It should be noted that the above two commands are not intended to “add” files to a zip archive; they are created to create it. However, since the archive already exists, the command simply adds any new files to the existing archive. If we wanted to create this archive all at once (instead of the three steps we followed to gradually add files to it for educational purposes), we could simply enter zip -r test Stuff / * and create the same archive.
From the command and output, you will notice that there are three files inside the Stuff folder included, as well as three documents inside the Files folder, so everything was done with a nice and simple command.
What about those two “additional” documents that we created on our desktop? Zip works like this: if you try to add a file to an archive that already exists in the archive, the new files will overwrite the old ones. So, since the documents we created on our desktop (doc2.txt and doc3.txt) have content (we added hello world to doc2.txt and cheers to doc3.txt), we should have possibility to add these documents and then you can check it. First, we’ll drag the two “extra” documents into the Stuff folder.
You will probably be asked if you want new documents to replace existing ones (remember that this is in a folder, not a zip archive), so let that happen.
Now that this is done, let’s add them to the archive by typing zip test Stuff / doc2.txt Stuff / doc3.txt
You will notice that the above command now shows that files are being updated rather than added. If we check the archive now, we will notice that the files look the same, but when doc2.txt and doc3.txt are open, you will see that they now have content, not empty ones like in our original files. were.
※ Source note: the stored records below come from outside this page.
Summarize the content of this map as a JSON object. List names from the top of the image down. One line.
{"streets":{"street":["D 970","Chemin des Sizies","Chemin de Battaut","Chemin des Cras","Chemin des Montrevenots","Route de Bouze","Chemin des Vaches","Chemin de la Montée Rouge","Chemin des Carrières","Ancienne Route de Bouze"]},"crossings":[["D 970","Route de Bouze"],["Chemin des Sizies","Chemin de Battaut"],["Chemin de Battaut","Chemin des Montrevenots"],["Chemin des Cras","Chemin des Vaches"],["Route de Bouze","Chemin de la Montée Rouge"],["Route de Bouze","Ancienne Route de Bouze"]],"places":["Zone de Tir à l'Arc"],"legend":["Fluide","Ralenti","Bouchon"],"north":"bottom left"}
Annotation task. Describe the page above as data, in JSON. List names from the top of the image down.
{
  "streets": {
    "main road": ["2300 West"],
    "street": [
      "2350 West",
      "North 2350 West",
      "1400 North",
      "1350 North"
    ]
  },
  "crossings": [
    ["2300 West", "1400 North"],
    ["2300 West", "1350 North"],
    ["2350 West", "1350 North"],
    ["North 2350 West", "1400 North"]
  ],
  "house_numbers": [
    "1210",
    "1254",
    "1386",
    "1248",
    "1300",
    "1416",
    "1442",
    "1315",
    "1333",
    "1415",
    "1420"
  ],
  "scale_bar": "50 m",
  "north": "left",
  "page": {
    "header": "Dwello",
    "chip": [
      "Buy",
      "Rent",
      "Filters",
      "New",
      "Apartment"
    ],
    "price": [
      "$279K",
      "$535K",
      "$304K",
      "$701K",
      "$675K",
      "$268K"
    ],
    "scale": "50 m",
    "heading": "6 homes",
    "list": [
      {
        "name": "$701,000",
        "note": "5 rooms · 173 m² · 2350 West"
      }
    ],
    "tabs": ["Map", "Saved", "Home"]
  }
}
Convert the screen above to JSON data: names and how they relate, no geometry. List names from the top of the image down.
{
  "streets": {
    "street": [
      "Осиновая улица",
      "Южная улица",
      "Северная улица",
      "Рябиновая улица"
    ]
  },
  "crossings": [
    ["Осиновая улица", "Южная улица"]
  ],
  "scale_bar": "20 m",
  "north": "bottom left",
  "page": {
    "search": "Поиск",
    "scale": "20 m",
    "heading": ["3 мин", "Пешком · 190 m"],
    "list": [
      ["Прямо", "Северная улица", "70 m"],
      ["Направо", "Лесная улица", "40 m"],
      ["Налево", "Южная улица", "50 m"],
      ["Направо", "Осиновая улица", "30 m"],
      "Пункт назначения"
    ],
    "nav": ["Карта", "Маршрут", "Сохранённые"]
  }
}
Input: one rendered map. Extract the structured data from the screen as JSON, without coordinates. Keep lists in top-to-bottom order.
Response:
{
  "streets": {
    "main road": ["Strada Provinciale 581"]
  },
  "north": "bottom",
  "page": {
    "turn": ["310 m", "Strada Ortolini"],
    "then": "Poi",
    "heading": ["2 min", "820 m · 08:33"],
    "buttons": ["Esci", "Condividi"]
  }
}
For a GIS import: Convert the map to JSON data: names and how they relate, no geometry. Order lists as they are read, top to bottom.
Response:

Sometimes on Linux, you can see that some files are hidden by adding a period (“.”) To the beginning of the file name. This is especially true for configuration files that should exist but are often not visible (which reduces clutter and also reduces the chances of accidentally deleting the configuration file). We can add them to the zip file quite easily. First, let’s say we want to create a zip file named backup from every file in the directory. We can do this by typing zip backup * in Terminal.
This will add all files and folders, although no items in that folder will be included. To add them, we would add -r again so that zip -r backup * would be the command.
Now we are almost there. To add folders, files and hidden files recursively, the command is actually very simple: zip -r backup.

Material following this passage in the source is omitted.